Just previous, I had finished Cormac McCarthy’s The Road. In place of any grander review of that book I’ll just say this. While I don’t believe I agree with the author’s world view here, I do think that The Road is a well written book. McCarthy has written a story that I find actively off putting in a lot of ways. Not the context of a post apocalyptic world, but his implied assumptions about the inherent darkness of human nature. Even with that, I kept reading, and actually enjoyed the book. The deftness of the writing carried the lurching pace and strained allegory. It was a good book, perhaps in spite of itself.
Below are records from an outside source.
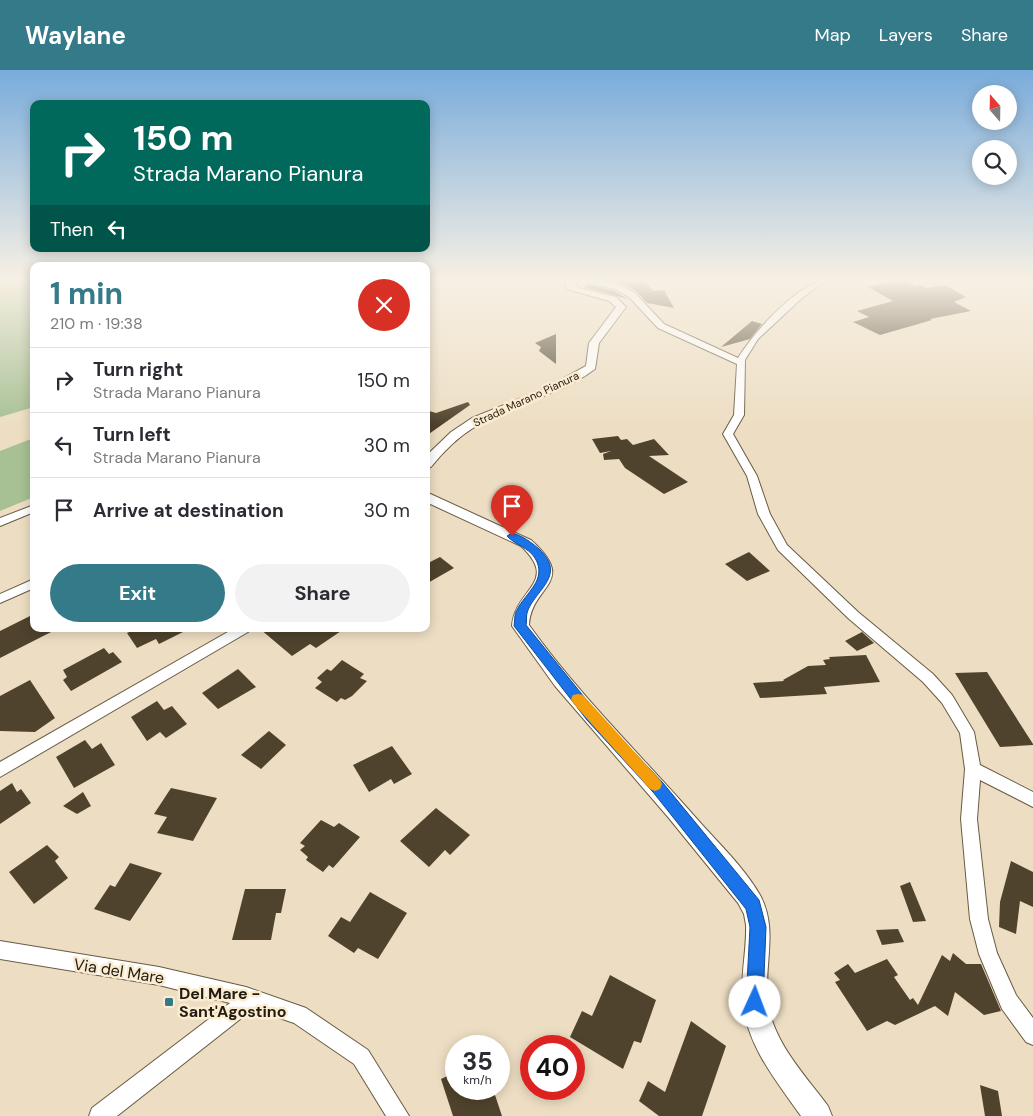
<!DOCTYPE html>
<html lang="en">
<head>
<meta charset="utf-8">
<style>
  :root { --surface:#fff; --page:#f2f2f3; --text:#2b2b33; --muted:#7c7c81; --line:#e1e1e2; --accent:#357a88 }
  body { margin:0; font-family:"DM Sans",sans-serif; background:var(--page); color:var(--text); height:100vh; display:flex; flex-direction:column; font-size:19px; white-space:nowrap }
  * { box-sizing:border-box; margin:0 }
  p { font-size:16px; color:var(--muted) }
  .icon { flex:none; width:28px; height:28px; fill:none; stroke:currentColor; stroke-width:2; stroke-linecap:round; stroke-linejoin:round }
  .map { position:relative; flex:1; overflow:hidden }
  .details { position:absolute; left:30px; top:192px; width:400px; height:370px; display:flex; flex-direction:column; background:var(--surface); border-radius:10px; box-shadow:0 2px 12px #0003 }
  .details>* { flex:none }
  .top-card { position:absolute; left:30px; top:30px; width:400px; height:152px; border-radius:10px; box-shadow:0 2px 12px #0003; background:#00695c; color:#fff; overflow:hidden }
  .needle { width:32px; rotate:340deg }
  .buttons { position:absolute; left:972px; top:15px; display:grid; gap:10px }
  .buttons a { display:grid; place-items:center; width:45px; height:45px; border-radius:50%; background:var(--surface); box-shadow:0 2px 12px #0003; font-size:25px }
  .speed { position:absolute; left:445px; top:965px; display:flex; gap:10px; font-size:25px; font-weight:700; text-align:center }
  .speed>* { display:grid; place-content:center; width:65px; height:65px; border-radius:50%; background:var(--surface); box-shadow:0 2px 12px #0003; line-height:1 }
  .speed small { font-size:12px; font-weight:400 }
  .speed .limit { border:8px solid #d22; background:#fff; color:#111 }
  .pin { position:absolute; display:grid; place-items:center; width:42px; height:42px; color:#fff; margin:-51px -21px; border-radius:50% 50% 50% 0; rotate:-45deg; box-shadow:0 0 5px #0007 }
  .pin .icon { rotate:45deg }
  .me { position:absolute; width:55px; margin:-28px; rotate:2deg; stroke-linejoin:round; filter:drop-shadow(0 0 4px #0008) }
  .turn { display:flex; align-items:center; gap:18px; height:105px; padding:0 20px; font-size:22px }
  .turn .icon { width:65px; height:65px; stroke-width:2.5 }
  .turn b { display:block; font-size:35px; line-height:42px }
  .then { display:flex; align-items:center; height:48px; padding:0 20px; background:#0003; gap:10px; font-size:19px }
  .round { display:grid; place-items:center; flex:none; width:52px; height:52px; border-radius:26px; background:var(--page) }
  .summary { display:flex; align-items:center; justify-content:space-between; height:85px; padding:0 20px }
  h1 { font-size:30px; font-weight:700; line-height:38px; color:var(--accent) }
  .primary-button { display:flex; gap:10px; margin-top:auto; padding:10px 20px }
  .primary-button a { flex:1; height:58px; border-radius:30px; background:var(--accent); color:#fff; font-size:20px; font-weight:700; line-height:58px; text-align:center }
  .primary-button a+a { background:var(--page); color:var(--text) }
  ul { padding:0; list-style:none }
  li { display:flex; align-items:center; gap:15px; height:65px; padding:0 20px; border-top:1px solid var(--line) }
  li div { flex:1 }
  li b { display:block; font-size:19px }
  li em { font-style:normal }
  header { display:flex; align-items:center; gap:30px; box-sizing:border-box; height:70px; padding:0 25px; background:var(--accent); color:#fff }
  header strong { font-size:24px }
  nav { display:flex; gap:28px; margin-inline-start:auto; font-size:18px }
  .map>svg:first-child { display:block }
  .green { fill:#a7c094 }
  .building { fill:#50432d }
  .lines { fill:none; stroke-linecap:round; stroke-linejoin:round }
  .minor-casing { stroke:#685b43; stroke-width:2 }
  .tertiary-casing { stroke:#685b43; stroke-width:2 }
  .minor { fill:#fff; fill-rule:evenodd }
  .tertiary { fill:#fff; fill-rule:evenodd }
  .route { fill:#1a73e8; stroke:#114b97 }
  .slow { fill:#f59e0b }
  .poi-dot { fill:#357a88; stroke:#fbebd0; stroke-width:2 }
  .labels { text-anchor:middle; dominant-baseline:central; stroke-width:5; stroke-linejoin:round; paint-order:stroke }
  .far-street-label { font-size:11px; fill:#211b11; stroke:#fbebd0 }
  .near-street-label { font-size:16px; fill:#211b11; stroke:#fbebd0 }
  .near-poi-label { font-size:16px; font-weight:bold; fill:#211b11; stroke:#fbebd0; text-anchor:start }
</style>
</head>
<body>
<header>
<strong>Waylane</strong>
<nav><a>Map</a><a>Layers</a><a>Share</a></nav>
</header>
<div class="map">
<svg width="1033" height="1046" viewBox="0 0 1033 1046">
  <rect width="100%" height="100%" fill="#eddec3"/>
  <path class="green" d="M 0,208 L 34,208 L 34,337 L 0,347 Z
    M 31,369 L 34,372 L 34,427 L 0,441 L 0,381 Z"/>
  <path class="building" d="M 600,208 L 641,208 L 653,221 L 664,220 L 674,238 L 647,233 L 636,221 L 621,213 Z
    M 902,209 L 916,216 L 921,215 L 926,218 L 945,215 L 966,227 L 954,232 L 971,241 L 930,249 L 932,250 L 880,265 L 853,252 L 869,247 L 857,241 L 893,231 L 868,217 Z
    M 588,214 L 614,221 L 628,229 L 584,217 Z
    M 752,251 L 762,254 L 750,269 L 721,277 Z
    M 556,264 L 556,294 L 539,281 L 541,277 L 535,273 Z
    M 468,332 L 470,335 L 426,366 L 426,340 L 436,343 Z
    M 618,366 L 621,370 L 627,369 L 633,375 L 654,369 L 669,385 L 649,386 L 688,412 L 664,424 L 625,398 L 619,389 L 604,390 L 603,384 L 611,381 L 600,383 L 592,369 Z
    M 749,482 L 770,501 L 747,511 L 725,494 Z
    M 440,487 L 454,498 L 426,514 L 426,494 Z
    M 34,544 L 34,559 L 57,559 L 0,588 L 0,561 Z
    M 136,559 L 189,559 L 159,574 L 156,569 L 137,578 L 127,563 Z
    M 260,559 L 344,559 L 316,578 L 310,574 L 292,586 Z
    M 862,562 L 874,573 L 857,581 L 845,571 Z
    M 104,578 L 109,584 L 113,582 L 122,592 L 71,621 L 63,610 L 67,607 L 63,600 Z
    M 866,585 L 880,612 L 824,617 L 827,624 L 760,628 L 753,613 L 784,611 L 783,610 L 808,596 L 826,595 L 823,590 L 830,589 L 829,587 Z
    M 342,590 L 364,604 L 360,608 L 367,611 L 352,626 L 345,630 L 341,628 L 337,632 L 315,618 L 322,612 L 317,608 L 327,599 L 331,601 Z
    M 238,599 L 256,617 L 218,639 L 202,623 Z
    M 987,602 L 1033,674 L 1033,675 L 1000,677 L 955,603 Z
    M 30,610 L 55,648 L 35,662 L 0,661 L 0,626 Z
    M 157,631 L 164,640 L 172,636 L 187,654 L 166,668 L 160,662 L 147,671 L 131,647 Z
    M 269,661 L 286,675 L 261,699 L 241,685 Z
    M 85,670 L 92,679 L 101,673 L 115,695 L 74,718 L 56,687 Z
    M 392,676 L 412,704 L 394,714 L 391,709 L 369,722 L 353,695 Z
    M 12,713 L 17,722 L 21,719 L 31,733 L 0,754 L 0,721 Z
    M 171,718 L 217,728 L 193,771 L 157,763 L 167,747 L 154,744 Z
    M 83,722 L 91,736 L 77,744 L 63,736 Z
    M 436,738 L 470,765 L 450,785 L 445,780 L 429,797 L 400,771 Z
    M 321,750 L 334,757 L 339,753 L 360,767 L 333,798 L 329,795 L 323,802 L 306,790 L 308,787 L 300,780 L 305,776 L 300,773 Z
    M 47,775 L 59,787 L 55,791 L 68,808 L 34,834 L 9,802 Z
    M 1011,791 L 1033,802 L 1033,837 L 1020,831 L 1016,864 L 999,857 L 1000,832 Z
    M 130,793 L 162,803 L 130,851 L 94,839 L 110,815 L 115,817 Z
    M 910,812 L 926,851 L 913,852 L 900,816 Z
    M 245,819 L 286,819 L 281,843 L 276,843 L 271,870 L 232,870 Z
    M 370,822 L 407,843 L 378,889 L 358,878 L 354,883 L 328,866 L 341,847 L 350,852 Z
    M 898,859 L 904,872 L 882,875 L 876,860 Z
    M 953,883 L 966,894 L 981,894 L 1001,941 L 984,945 L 955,922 L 948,946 L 935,936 L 895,955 L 887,951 L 867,961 L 835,912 L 840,910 L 834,903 L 848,894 L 855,903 L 887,889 L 898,905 L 894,907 L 910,930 L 913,928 L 918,935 L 942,885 L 950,891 Z
    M 610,905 L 656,930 L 641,973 L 634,971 L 623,999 L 570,967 L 582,941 L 592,946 Z
    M 691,951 L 726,976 L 702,1046 L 659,1046 L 639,1031 L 648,1011 L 665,1022 Z
    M 456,1002 L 456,1019 L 493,1019 L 502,1046 L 453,1046 L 441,1009 Z
    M 980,1015 L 998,1021 L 1002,1046 L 985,1046 Z"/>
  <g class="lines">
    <defs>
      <path id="minor" d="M 582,208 L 592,208 L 620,215 L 635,223 L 664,254 L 738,288 C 755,261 801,208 835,208 L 818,216 L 801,229 L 758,269 L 745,290 L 744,345 L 733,364 L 757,406 L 770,444 L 787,475 L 858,542 L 933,604 L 952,625 L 974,662 L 980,695 L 1033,722 L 1033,737 L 980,710 L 977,749 L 988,849 L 997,883 L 1016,925 L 1033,948 L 1033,975 L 1026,972 L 1002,939 L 979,884 L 970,849 L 961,749 L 965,699 L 960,663 L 942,633 L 923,612 L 848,548 L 778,480 L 758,444 L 747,406 L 723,364 L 734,345 L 737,294 L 658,258 L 629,227 L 615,219 L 594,215 Z
        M 34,435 L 34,442 L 0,456 L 0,448 Z
        M 34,509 L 34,518 L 0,533 L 0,524 Z
        M 233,559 L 250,559 L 248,562 L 0,707 L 0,692 Z
        M 0,871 L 159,897 L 246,917 L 306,938 L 368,980 L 409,1046 L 386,1046 L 354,994 L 294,953 L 253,939 L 117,1046 L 89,1046 L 92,1038 L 230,933 L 159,915 L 0,889 Z"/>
      <path id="tertiary" d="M 569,208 L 579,208 L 575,216 L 579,218 L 616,227 L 626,237 L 599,273 L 595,299 C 558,327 512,333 473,358 C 457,368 443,382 431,397 L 426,398 L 426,386 L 451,362 L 472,348 L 546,318 L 586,296 L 589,273 L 616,237 L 609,231 L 567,219 L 565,213 Z
        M 426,422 L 531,470 C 579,513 531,515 529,555 C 579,625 641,685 697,749 C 718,773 744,797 760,825 C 779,860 763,896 768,933 C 773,972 805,1005 828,1036 L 832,1046 L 801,1046 C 777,1012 746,975 743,931 C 740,906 747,880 746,855 L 744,844 L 738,833 L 668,747 L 555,616 L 512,556 C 515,518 560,513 521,476 L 426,432 Z"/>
    </defs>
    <use href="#minor" class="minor-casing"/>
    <use href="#tertiary" class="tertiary-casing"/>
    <use href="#minor" class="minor"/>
    <use href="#tertiary" class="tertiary"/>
  </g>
  <linearGradient id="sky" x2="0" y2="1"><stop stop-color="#79acdb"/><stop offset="0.59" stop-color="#f7f0e4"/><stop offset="1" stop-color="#f7f0e4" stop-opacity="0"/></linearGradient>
  <rect width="1033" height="355" fill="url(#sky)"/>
  <path class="route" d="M 512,463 C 523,466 531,472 539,479 C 568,506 534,520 527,543 C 526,547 527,551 526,555 L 597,643 L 663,713 L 759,830 L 766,857 L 763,932 L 761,939 L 755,941 L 748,939 L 746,932 L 750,857 L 746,839 L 653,722 L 587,650 L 514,556 C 515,551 514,544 517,540 C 525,523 548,510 535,488 C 528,477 515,475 507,466 Z"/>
  <path class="slow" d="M 578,624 L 583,625 L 660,710 L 662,714 L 660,719 L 655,721 L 650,719 L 573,633 L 571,629 L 573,625 Z"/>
  <rect class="poi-dot" x="164" y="927" width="10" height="10" rx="2.5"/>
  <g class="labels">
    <g class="far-street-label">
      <text transform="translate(526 329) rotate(-25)">Strada Marano Pianura</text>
    </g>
    <g class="near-street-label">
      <text transform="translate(119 901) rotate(9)">Via del Mare</text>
    </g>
    <g class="near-poi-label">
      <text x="179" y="923">Del Mare -<tspan x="179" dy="18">Sant'Agostino</tspan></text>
    </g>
  </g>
</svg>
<div class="buttons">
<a><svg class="needle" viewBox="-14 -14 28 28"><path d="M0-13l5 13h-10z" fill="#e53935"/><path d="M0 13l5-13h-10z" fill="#7c7c81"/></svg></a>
<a><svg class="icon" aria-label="search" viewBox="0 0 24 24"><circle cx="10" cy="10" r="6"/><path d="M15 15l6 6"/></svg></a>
</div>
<div class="speed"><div>35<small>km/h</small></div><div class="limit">40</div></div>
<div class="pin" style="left:512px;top:466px;background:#d93025"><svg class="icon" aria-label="arrive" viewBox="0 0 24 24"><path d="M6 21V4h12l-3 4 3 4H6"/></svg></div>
<svg class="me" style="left:755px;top:932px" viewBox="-20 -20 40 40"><circle r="19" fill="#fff"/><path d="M0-13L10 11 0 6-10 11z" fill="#1a73e8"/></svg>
<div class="top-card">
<div class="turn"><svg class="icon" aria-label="right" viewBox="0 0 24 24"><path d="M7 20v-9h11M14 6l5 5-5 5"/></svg><div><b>150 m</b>Strada Marano Pianura</div></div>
<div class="then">Then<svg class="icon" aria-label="left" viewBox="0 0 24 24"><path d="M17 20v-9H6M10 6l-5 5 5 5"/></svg></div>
</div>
<section class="details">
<div class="summary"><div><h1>1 min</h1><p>210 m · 19:38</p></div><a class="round" style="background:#d93025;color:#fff"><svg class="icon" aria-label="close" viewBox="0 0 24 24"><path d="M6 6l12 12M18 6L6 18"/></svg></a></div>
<ul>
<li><svg class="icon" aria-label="right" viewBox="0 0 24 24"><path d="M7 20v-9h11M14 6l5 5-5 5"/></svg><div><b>Turn right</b><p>Strada Marano Pianura</p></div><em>150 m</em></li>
<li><svg class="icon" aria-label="left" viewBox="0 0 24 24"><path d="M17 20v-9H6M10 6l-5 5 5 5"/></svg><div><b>Turn left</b><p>Strada Marano Pianura</p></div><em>30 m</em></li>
<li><svg class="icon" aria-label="arrive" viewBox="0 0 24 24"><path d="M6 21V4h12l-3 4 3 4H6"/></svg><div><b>Arrive at destination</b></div><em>30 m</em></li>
</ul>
<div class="primary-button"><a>Exit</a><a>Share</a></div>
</section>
</div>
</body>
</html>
Funny enough, the book that I put down has almost the exact same aggregate review scores as The Road, so there are a lot of people out there that really like it. It took me several chapters to zero in on what was bothering me. When I finally got it, I knew I could safely stop reading and move on.
It might be shockingly obvious to everyone else, but I hadn’t really realized that fiction in writing, just like in movies, is all about show, don’t tell. Maybe I realized it, I just didn’t appreciate the degree to which showing and not telling effected written works. That was the wall. That was my problem with this book. I was constantly being told what characters were thinking, and why, but I was never reading any descriptions of them actually doing things. Reading about them doing things in a way that reveals something important about their inner life without explicitly describing that thought process. Maybe that tell don’t show sort of writing really works for some people, and the reader reviews seem to indicate that it does, but I bounced off that book incredibly hard.
I think I needed the sharp contrast between reading a book that I enjoyed, but had problems with the narrative, and reading a book that in summary sounds like something I would love, but just couldn’t get through due to how the story was being told.
Now, I don’t know that this one moment of slight understanding will do anything to improve my own writing, but I have to figure that every little bit helps. Regardless, I’m happy to state that it took reading a bad book to make me understand good writing.